What you are asked to do » Search the material for lines containing the word "canvas", and copy each one.

Information provided »

::::::

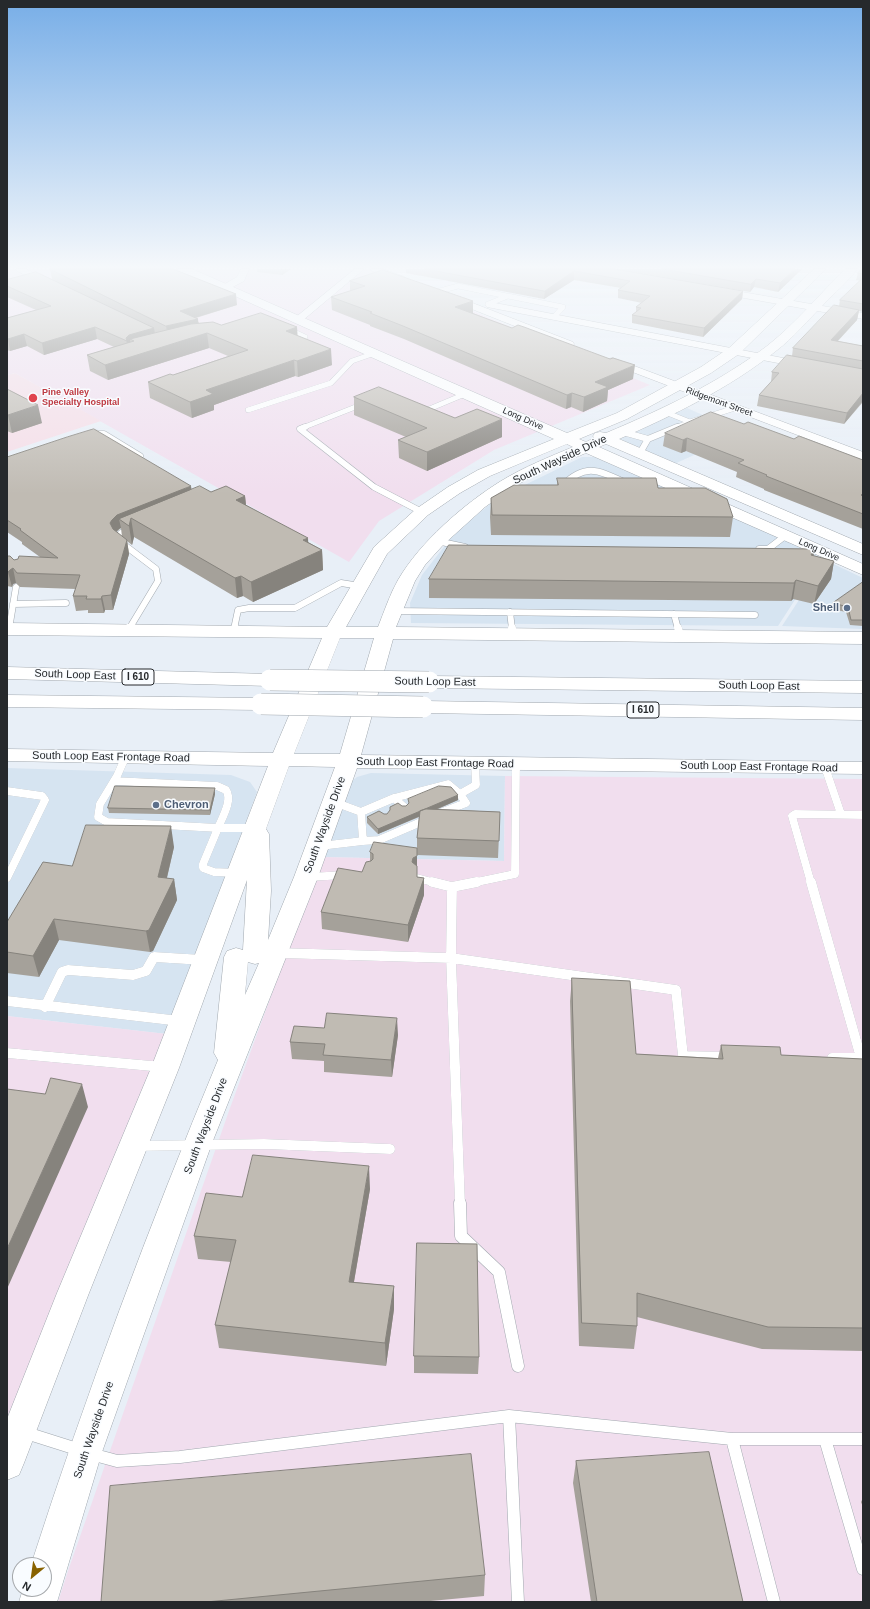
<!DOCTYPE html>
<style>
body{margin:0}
#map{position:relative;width:870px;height:1609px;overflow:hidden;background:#e8eff7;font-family:Arial,sans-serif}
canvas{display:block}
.frame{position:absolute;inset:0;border:8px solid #26292c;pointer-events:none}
.north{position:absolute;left:12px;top:1557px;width:40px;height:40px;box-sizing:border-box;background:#f9fcff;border:1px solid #a5a8ab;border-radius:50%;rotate:209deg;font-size:11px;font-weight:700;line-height:16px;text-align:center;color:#26292c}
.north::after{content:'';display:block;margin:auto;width:14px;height:18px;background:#886200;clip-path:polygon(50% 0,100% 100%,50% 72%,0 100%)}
</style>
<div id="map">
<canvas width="870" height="1609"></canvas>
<div class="frame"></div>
<div class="north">N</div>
</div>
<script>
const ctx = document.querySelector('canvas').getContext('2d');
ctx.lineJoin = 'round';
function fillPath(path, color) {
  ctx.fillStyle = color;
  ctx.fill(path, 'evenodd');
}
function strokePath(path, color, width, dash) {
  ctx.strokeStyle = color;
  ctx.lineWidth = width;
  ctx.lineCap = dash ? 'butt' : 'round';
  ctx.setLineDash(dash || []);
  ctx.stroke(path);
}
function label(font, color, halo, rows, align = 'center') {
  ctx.font = font + ' Arial,sans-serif';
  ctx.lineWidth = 3;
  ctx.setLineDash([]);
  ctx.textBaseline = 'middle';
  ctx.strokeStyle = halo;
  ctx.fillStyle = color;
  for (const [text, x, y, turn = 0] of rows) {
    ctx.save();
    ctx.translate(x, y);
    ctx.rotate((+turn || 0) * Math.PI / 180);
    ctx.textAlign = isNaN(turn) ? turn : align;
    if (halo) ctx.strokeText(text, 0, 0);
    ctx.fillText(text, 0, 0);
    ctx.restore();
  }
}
fillPath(new Path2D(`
 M687,408L744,433L674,464L618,438Z
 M582,457H597L724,512L822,558L778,626L411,623L410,603L422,575L454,534L496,499Z
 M825,560L863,578V629L782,626Z
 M7,768L231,775L250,782L257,792L167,1034L7,1016Z
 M371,773L505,776L504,861L322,857L347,785L357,777Z`), '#d6e4f1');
fillPath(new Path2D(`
 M7,269H372L650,385L494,450L379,521L349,562L15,373L7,375Z
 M505,776L863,779V1602H58L69,1568L230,1108L322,857L504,861Z
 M7,1016L167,1034L7,1436Z`), '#f1deee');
fillPath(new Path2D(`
 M15,373L101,421L7,452V375Z`), '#f5dde7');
const serviceFar4 = new Path2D(`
 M436,292L458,286L507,296
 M488,304L508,296L563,307L554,317
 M288,329L305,337
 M248,410L331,383L352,361L375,353
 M422,412L465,394
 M665,412L690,422L735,408
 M302,428L363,404
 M675,428L690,422`);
const serviceFar3 = new Path2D(`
 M305,427L300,429L374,487L422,512
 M623,432L648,439L677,427
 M92,433L104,434L140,456
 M640,453L648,439
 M562,486C585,463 598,470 624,482
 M437,541L465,547
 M759,549H768L785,536
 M13,604L66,603
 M394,611L755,615
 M510,612L512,629
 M674,614L678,629
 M9,629L16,587
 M129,629L158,581L156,569L119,541L117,537L121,533L132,529
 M234,629L238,610L249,608H295L341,583L360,586`);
const serviceFar2 = new Path2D(`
 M512,628V633
 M678,628L680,635
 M128,630L129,628
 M234,631L235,628
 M125,758L117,776L100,804L98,817L107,822L218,828L203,864V868L214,872L236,873
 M825,767L841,814
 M114,781L217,786L226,790C233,800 222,818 218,828H254
 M7,791L42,796L45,800L7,878
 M460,794L476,785L475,764
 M394,798L404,807
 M334,802L361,812
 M363,841L379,840L428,819
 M320,846L363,841L361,812L394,798L448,784L460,794L466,803L440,813
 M309,877L345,875
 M417,878L436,883
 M472,883L515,874L516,764
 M811,883L792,816L795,814L863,815`);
const serviceFar1 = new Path2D(`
 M432,882L452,887L477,882
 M811,882L861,1058
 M452,887L451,958L460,1204
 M278,953L451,958L676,990L683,1056L728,1057
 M7,1001L180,1021
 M45,1007L62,972L68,970L133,975L146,971L154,957L203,960
 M7,1053L163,1067
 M832,1058H863
 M137,1146L264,1144L390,1149`);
const service = new Path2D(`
 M460,1203L461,1236L499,1272L518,1366
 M509,1416L518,1602
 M7,1430L20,1431L80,1450
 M732,1439L774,1602
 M825,1439L863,1569
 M91,1454L117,1461L180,1457L509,1416L732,1439H863`);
const minor = new Path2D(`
 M16,269H26L55,284L50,287L47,286L17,271Z
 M241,269H249L244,281L229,289H223L221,287L223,285L237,277Z
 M355,269H364L302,321H296L294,319L296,317Z
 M371,269H383L405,277L407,279L405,281H399L372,271Z
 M719,288L863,313V319L716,293L714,291Z
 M452,295L573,342L574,344L573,346H565L449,300L447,298L449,296Z
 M490,302L804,362L809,365L804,368L487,307L485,305L487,303Z
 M613,358L863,452V460L609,363L608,361L609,359Z`);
const secondary = new Path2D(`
 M177,269H192L567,433L617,413L701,367L729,348L814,269H826L739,354L711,373L627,419L579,439L586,442L594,438L593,436L595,433L600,432L606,433C663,409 718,383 767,346C795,324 819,295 845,269H857C850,280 833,294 824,304C808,320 793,338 776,351C728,389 674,415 619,439L863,544V555L606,444L599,447L863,564V575L586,453L542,471L513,487L485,507L443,545L425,565L415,581L396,627L863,632V644L393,639L361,755L863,762V774L357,768L318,877L212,1143L102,1452L57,1602H19L23,1589H44V1565H31C86,1394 149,1226 218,1060L214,1053L224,957L227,951L236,948L243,950L247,880L179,1068L89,1293L24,1463L19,1475L7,1480V1419L57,1293L151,1068L268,766L7,761V749L273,753L322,638L7,635V623L327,627L374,547L416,509L448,487L478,470L554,439L179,271ZM567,444L573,447C549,457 524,467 501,481C464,504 420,542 398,580C390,594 384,612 378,627H346L387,554L428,515L460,493L490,476ZM340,638H374L340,754H294ZM289,766L335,767L294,877L268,940L271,891L269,834L266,829ZM248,962L255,964L259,963L245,995Z`);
const motorway = new Path2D(`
 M7,667L270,674L277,676L280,680L277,684L270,686L7,679Z
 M429,676L863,681V693L429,688L422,686L419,682L422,678Z
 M7,695L261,698L268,700L271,704L268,708L261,710L7,707Z
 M423,701L863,708V720L423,713L416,711L413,707L416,703Z`);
strokePath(serviceFar4, '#a1a8af', 5.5);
strokePath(serviceFar3, '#a1a8af', 7);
strokePath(serviceFar2, '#a1a8af', 8);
strokePath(serviceFar1, '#a1a8af', 10);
strokePath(service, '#a1a8af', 13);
strokePath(minor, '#a1a8af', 1);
strokePath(secondary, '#a1a8af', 1);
strokePath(motorway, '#a1a8af', 1);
strokePath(serviceFar4, '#fff', 5);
strokePath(serviceFar3, '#fff', 6);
strokePath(serviceFar2, '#fff', 8);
strokePath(serviceFar1, '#fff', 10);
strokePath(service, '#fff', 12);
fillPath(minor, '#fff');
fillPath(secondary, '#fff');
fillPath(motorway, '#fff');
const motorwayBridge = new Path2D(`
 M270,680L429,682
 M261,704L423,707`);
strokePath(motorwayBridge, '#a1a8af', 22, []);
strokePath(motorwayBridge, '#fff', 21);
fillPath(new Path2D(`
 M50,269L237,305L196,318L199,323L221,325L297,335L332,365L298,377L295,376L214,405V410L192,418L150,398L148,382L173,375L228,356L209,348L108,380L90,371L87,355L114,347L97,339L44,355L27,346L10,351L7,350V318L36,310L7,297V280L52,279Z
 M257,269H291L282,275L257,272Z
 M406,269H614L743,291L742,299L703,337L632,323V315L636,312V307L642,303L618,298V290L621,288L574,280L544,299L406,273Z
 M615,269H802L778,292L754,287L750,292Z
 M863,269V312L859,311L857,320L838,341L863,346V402L844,424L757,406L759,395L771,382L772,372L792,356L793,348L839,306L840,300L860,281L856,280L858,273Z
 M350,281L473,301V313L633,379L608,390L607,401L583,412L571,407L566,409L404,339L370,326V325L332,310L331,297L350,291Z
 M7,389L42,423L12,433L7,431Z
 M354,397L502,437L427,471L399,458L398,440L406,437L354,415Z
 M744,424L863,460V529L764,490V489L736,477L737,472L686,451L681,453L663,446L665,433Z
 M7,457L192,490L245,496L246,505L308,542L322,550L323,570L253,602L243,596L237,598L134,537L132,545L127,541L129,554L113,610H105L104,613H88V610L76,611L73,596L76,589L20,587L16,583L13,584L12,587L7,586V556L14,560L40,557L22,544V542L7,532ZM121,528L122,537L116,532Z
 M557,478L658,488L733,517L730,537L491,535L490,517L491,498L557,485Z
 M813,556L834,561L831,579L814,604L793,599L791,601L429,598V579Z
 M863,582V626L850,625L846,612L832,609L833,603Z
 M215,794L210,815L109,813L108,808Z
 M408,799L458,800L438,809L500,812L498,858L417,855V877L424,878V895L408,942L322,929L321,912L362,872L370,862V852L417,848V838L419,817L378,834L367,823V817L387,814L402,806H406L409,803Z
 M174,847L167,878L174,879L177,900L153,951L150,952L59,940L39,977L7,973V922L72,866Z
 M572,978L636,1054L718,1058L721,1045L781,1055L863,1059V1351L762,1349L637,1317V1326L634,1349L579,1346L570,1001Z
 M398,1035L392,1077L324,1072V1061L292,1059L290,1042Z
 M370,1189L354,1282L394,1286V1309L386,1366L219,1348L215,1325L231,1262L198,1259L194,1236L242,1197Z
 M414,1356L479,1357L478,1374L414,1373Z
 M576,1461L743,1602H591L573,1483Z
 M863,1498V1507L861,1502Z
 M485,1575L484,1596L420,1602H101Z`), '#a5a19a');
fillPath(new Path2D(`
 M281,269H291L282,275Z
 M795,269H802L778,292L780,283Z
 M574,271V280L544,299L545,291Z
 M756,279L754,287L750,292L751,284Z
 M743,291L742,299L703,337L704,328Z
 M236,294L237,305L181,322L180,311Z
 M473,301V314L455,307Z
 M859,310L857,320L829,350L831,340Z
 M198,319L199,330L168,337L166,326Z
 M95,327L97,339L44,355L42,343Z
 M297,327L298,342L286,331Z
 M154,328L156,340L134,341L130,339L131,347L128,350L126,338L129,335Z
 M207,333L209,348L108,380L105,365Z
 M24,334L27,346L10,351L8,339Z
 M331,349L332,365L298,377L297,361Z
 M294,360L295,376L214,405V410L192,418L190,402L206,390Z
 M635,365L633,379L608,390L607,401L583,412L584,397L595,382Z
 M572,393L571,407L566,409L567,395Z
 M863,393L862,402L844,424L847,413Z
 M38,405L42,423L12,433L8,415Z
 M502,419V437L427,471V452Z
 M687,438L686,451L681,453L683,440Z
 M191,486L193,499L131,518L134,537L132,545L129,526L119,519L121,528L119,529L114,534L110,523L112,520L117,515Z
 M245,496L247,515L236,500Z
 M308,538L309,556L322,550L323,570L253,602L251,582L303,540Z
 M127,540L129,554L113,610L111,595Z
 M815,549L811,567V555Z
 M834,561L831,579L814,604L818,586Z
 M13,568L16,583L13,584L12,587L8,572L10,570Z
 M241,576L243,596L237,598L235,578Z
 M796,580L793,599L791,601L794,583Z
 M102,596L105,610L104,613L101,599Z
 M215,788V794L210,815V810Z
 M458,795V800L378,834V829Z
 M171,826L174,847L162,898L158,877Z
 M417,848V873L412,862Z
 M424,878V895L408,942V925Z
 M174,879L177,900L153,951L150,952L146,931Z
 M54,919L59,940L39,977L33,956Z
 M397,1018L398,1035L392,1077L391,1060Z
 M82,1084L88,1107L7,1289V1249Z
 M369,1166L370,1189L350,1304L349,1282Z
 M394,1286V1309L386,1366L385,1343Z`), '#86837d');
const building = new Path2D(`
 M50,269H173L236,294L180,311L198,319L166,326Z
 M425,269H614L743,291L704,328L632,315L641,308L636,307L650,296L618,290L630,281L574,271L545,291Z
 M663,269H795L780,283L756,279L751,284Z
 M862,269H863V274L858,273Z
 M383,270L473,301L455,307L512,328L518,325L524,327L610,359L613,358L635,365L595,382L608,387L584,397L572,393L567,395L403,326L370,313L372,312L331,297L365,286L350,281Z
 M36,272L154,328L129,335L126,338L127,341L95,327L42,343L24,334L8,339L7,338V318L51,306L7,286V280Z
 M863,278V304L840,300Z
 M834,305L859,310L831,340L863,346V361L793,348Z
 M261,313L297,327L286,331L331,349L297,361L294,360L206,390L213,394L190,402L148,382L170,374L173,375L248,350L207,333L105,365L87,355L134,341L130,339L191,324L213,322L221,325Z
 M787,355L863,369V393L847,413L759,395L779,373L772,372Z
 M379,387L455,418L477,409L502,419L427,452L398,440L427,428L354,397Z
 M7,389L38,405L8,415H7Z
 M711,412L744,424L748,422L794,439L799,436L863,460V494L861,495L863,496V514L766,476L767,475L738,463L744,460L687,438L683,440L665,433Z
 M94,429L191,486L117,515L112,520L110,523L113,529L127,540L111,595L102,596L101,599H86L87,596H73L80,575L17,573L13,568L10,570L8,572H7V556H10L14,560L18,559L19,556L58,558L20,530L21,529L7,520V457L67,437Z
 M557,478H656L658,488H705L727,499L733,517L492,515L491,498L514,485H558Z
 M200,486L211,492L226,486L245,496L236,500L308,538L303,540L322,550L251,582L241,576L235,578L131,518L129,526L119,519Z
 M449,545L815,549L811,555L834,561L818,586L796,580L794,583L429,579Z
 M863,582V620H851L848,607L833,603Z
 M115,786L215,788L210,810L108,808Z
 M439,786L451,787L458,795L378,829L367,817L379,811L384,814H387L390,810V807L398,803L402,806H406L409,803L408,799Z
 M426,809L500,812L499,841L417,838L420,811Z
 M86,825L171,826L158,877L174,879L149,930L146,931L54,919L33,956L7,952V922L43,862L72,866Z
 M374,842L417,848V856L413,858L412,862L417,866V877L424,878L408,925L321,912L338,868L362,872L366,862L371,861L373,859V854L370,852Z
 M572,978L630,981L636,1054L723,1059L721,1045L780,1047L781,1055L863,1059V1328L768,1327L637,1293V1326L582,1323Z
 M327,1013L397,1018L391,1060L323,1055L325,1044L290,1042L294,1026L324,1028Z
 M51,1078L82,1084L7,1249V1089L45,1094Z
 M253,1155L369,1166L349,1282L394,1286L385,1343L215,1325L236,1240L194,1236L206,1193L242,1197Z
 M417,1243L477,1244L479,1357L414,1356Z
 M709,1452L743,1602H597L576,1461Z
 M471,1454L485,1575L206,1602H101L110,1486Z`);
fillPath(building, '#c0bbb3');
strokePath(building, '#86837d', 1);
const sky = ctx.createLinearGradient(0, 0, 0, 494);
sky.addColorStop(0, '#78aee7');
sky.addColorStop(0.54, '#f5f8fb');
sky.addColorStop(1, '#f5f8fb00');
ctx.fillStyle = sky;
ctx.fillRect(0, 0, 870, 494);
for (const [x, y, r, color] of [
 [33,398,5,"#e0444e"],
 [847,608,4,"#5c6f8a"],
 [156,805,4,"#5c6f8a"]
]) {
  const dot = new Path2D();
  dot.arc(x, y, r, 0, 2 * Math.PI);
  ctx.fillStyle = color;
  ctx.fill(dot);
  strokePath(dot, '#f9fcff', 1.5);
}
label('bold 9px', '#be3a42', '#f9fcff', [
 ["Pine Valley",42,393],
 ["Specialty Hospital",42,403]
], 'left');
label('9px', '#26292c', '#f9fcff', [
 ["Ridgemont Street",719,402,20],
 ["Long Drive",523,419,24],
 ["Long Drive",819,550,24]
]);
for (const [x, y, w] of [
 [138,677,32],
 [643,710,32]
]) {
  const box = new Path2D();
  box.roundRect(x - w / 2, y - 8, w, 16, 3);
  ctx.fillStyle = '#f9fcff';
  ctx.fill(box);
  strokePath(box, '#26292c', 1);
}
label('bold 10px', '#26292c', null, [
 ["I 610",138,677],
 ["I 610",643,710]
]);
label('11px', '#26292c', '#f9fcff', [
 ["South Wayside Drive",560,460,-25],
 ["South Loop East",75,675,2],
 ["South Loop East",435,682,1],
 ["South Loop East",759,686,1],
 ["South Loop East Frontage Road",111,757,1],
 ["South Loop East Frontage Road",435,763,1],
 ["South Loop East Frontage Road",759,767,1],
 ["South Wayside Drive",325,825,-70],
 ["South Wayside Drive",206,1126,-69],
 ["South Wayside Drive",94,1430,-71]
]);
label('bold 11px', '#4e5e75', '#f9fcff', [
 ["Shell",839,608],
 ["Chevron",164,805,"left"]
], 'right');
</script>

::::::

Solved problem »
canvas{display:block}
<canvas width="870" height="1609"></canvas>
const ctx = document.querySelector('canvas').getContext('2d');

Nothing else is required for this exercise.